Batch create folders based on part of the file name and move files into this folder


I have 1.6 million(!) PDF files in a single folder. The files are all named similar to this:

LAST_FIRST_7-24-1936 Diagnostic - Topography 11-18-10_1.pdf
LAST_FIRST_7-24-1936 Glasses RX 6-1-11_3.pdf

I need to create a folder based on the first part of the file and then move that file and all other files with that same first part of the file name into that folder. In this case the folder would be named "LAST_FIRST_7-24-1936". The folder will always be named the same as the first part of the file up until the space.

I would like to create batch file that will do this. With my rudimentary programming knowledge I came up with this logical process for doing this:

1 Take the first file and name it var1
2 Remove everything after the space in var1 and name it var2
3 Create a folder named var2
4 Move the file var1 into the folder var2
5 If there are more files Go to line 1, otherwise end

I don't know what the proper syntax would be for this.

I did find this link Need a script to create folders based on file names, and auto move files I made this batch based on that link

pushd D:\Data\Medinfo PDFs
for %%F in (*.pdf) do (
  2>nul md "%%~nF"
  >nul move /y "%%~nF*.*" "%%~nF"

But, it doesn't allow me to create the folder name from just part of the file name. If I can figure that part out I think it would work. I know I need to create variable for the folder name but I don't know how to edit the file name variable to remove everything after the space. Any help would be appreciated. I'm not opposed to doing this in PowerShell or something else as long as it works natively in Windows Server 2008 R2.

SET "sourcedir=c:\sourcedir"
PUSHD %sourcedir%
FOR /f "tokens=1*" %%a IN (
 'dir /b /a-d "*_*_*-*-* *.*"'
 ) DO (
 ECHO MD %%a
 ECHO MOVE "%%a %%b" .\%%a\

This should accomplish the required task - or at least show the required instructions.

If you are satisfied with the commands issued, set sourcedir to your required root directory and remove the two echo keywords to activate.

The "directory already exists" message generated by the MD on attempting to re-create an existing directory may be suppresed by appending 2>nul to the MD line.

Similarly, the report that one file has been moved may be suppresed by appending >nul to the MOVE line.

2>nul suppresses error messages (trying to create an existing directory is an error) whereas the 'files moved' message is an ordinary output message, hence the difference.

Addendum - how it works.

First, the PUSHD sets the current directory to the target.
The DIR command output is tokenised by the FOR/F. The tokens=1* clause instructs that the first token (1) is assigned to the nominated metavariable (%%a) and implicitly the second token (*) to %%b - simply the next alphabetically. Token * means everything after those token numbers explicitly mentioned. No delims clause is used, so the default delimiters (the set of SEPARATORS, SPACE , ; TAB are used.

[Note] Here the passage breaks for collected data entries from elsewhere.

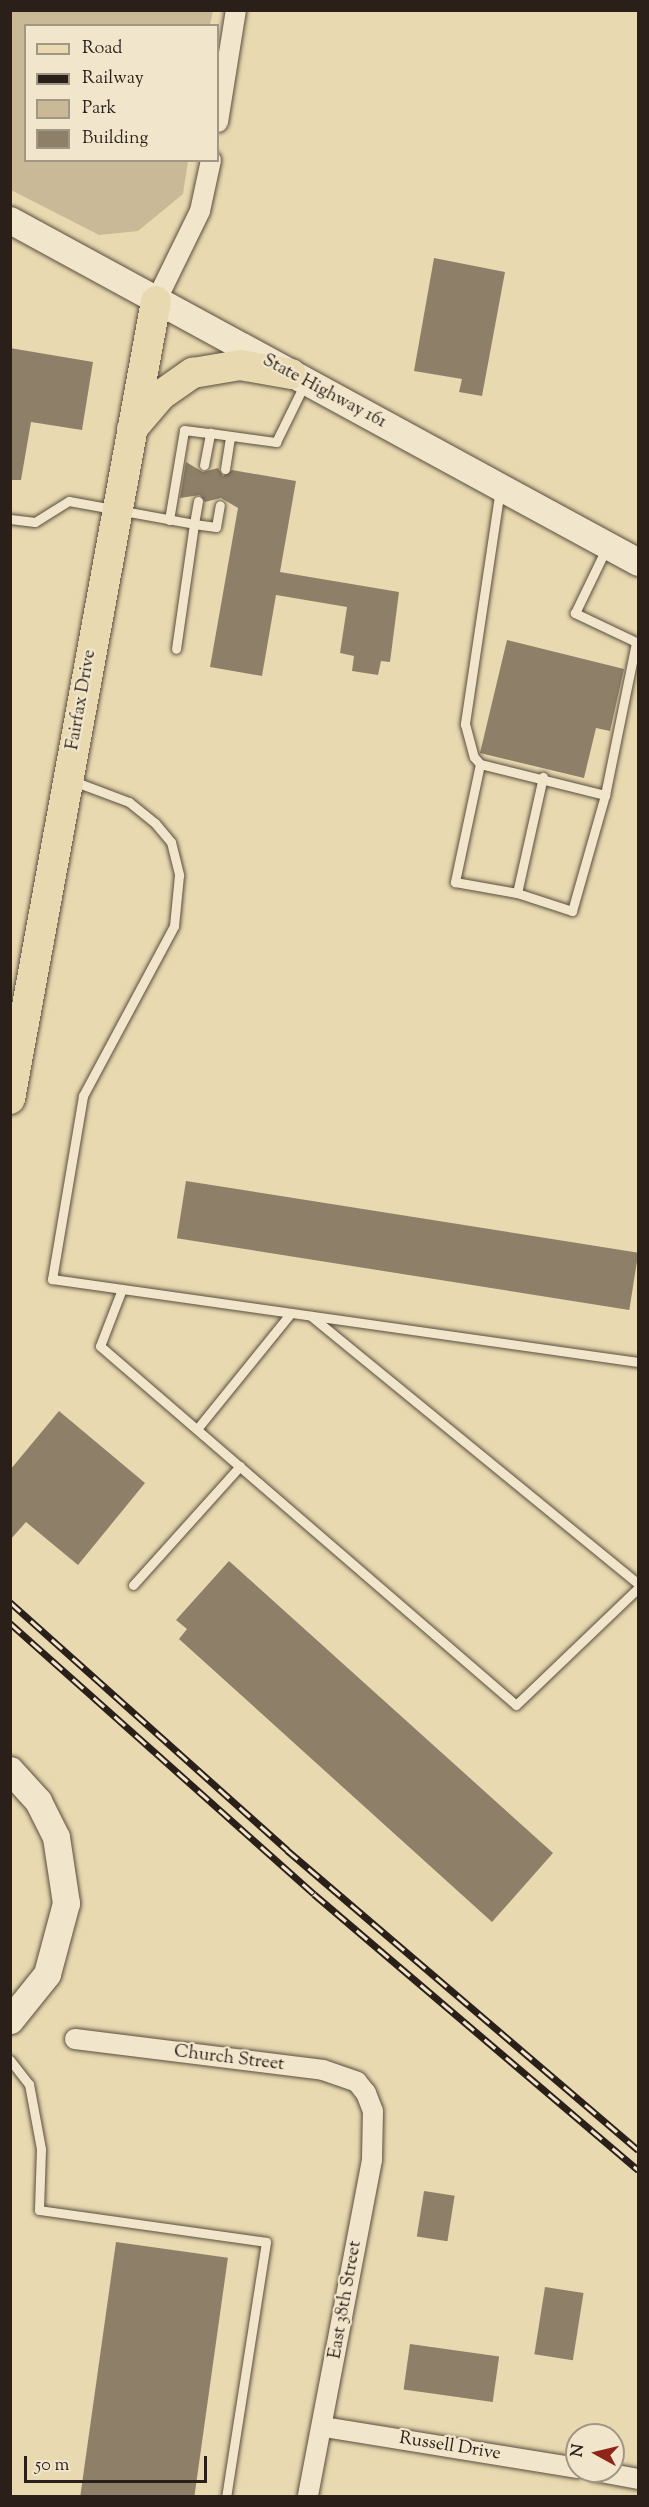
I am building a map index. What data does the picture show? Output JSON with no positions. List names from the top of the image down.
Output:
{
  "streets": {
    "main road": ["State Highway 161", "Fairfax Drive"],
    "street": ["Church Street", "East 38th Street", "Russell Drive"]
  },
  "crossings": [
    ["State Highway 161", "Fairfax Drive"],
    ["Church Street", "East 38th Street"],
    ["East 38th Street", "Russell Drive"]
  ],
  "legend": [
    "Road",
    "Railway",
    "Park",
    "Building"
  ],
  "scale_bar": "50 m",
  "north": "left"
}
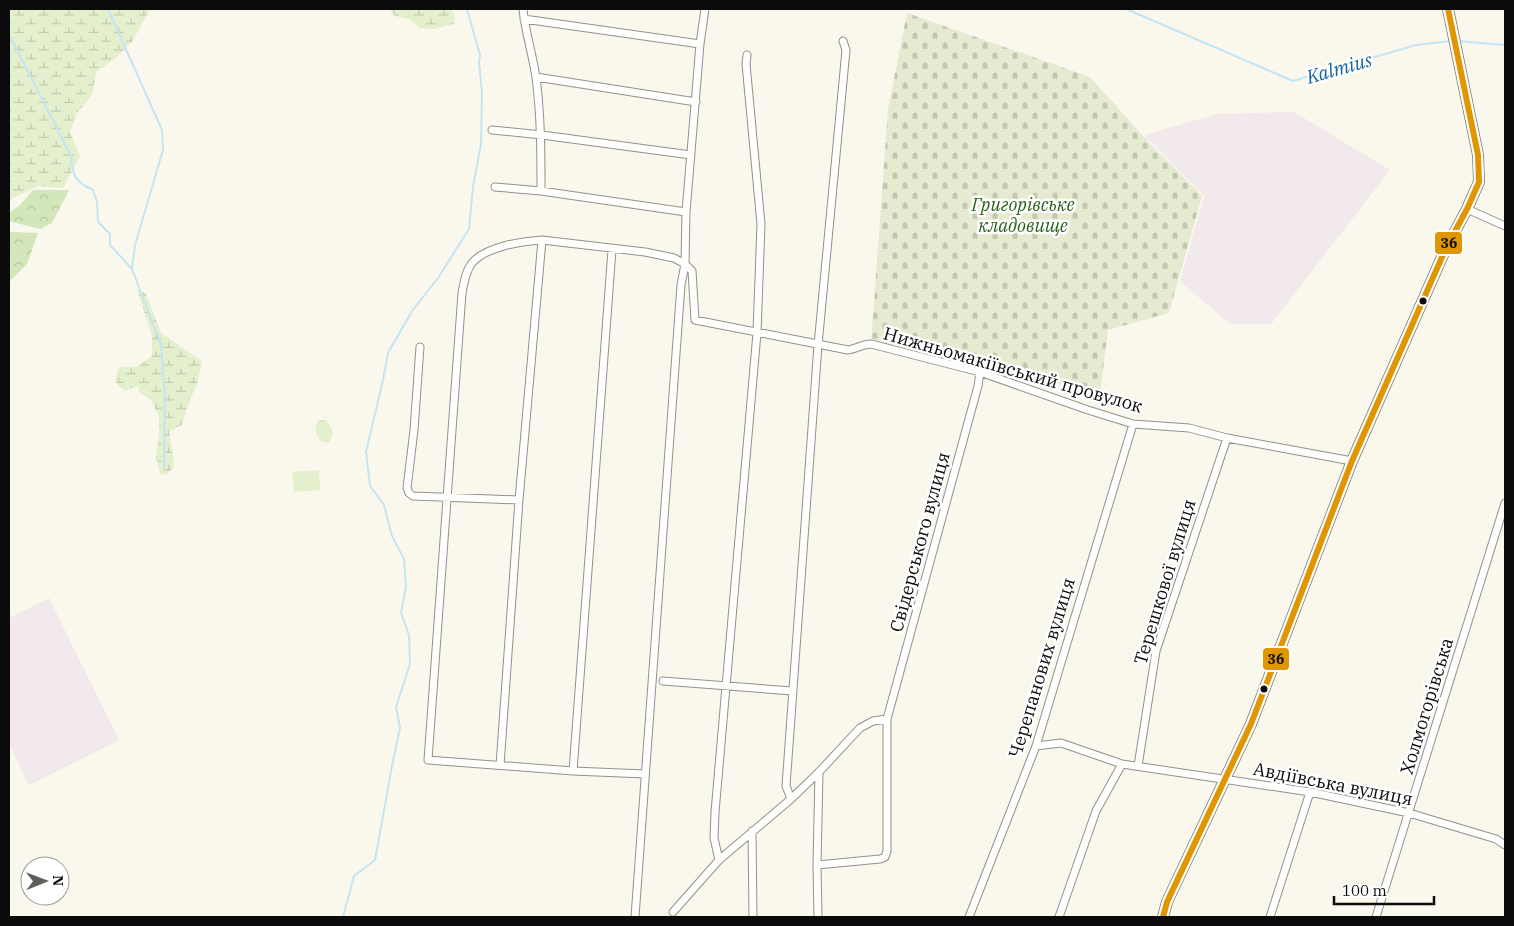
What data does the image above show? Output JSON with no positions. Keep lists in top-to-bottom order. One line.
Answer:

The DIR is targeted on a mask of *_*_*-* *.*, so only files matching that mask - where * means any number of any characters - will be located. Because the mask is "quoted" the spaces is included in the mask. Without the quotes, two separate masks would be specified. The /b option produces a list in basic form, that is, names only, no headers or summary. The /a-d option suppresses any directory names that may have fitted the mask.

Hence, for LAST_FIRST_7-24-1936 Diagnostic - Topography 11-18-10_1.pdf, the dir lists LAST_FIRST_7-24-1936 Diagnostic - Topography 11-18-10_1.pdf and FOR/F tokenises as LAST_FIRST_7-24-1936 to %%a and Diagnostic - Topography 11-18-10_1.pdf to %%b using the SPACE as a delimiter.

The filename can then be reconstructed by re-inserting the space between %%a and %%b. Any filename containing a separator needs to be quoted to group the characters and signal that they are not separated elements. The target of the move is terminated with \ to specify "This is a directory name."

The POPD restores the original logged directory.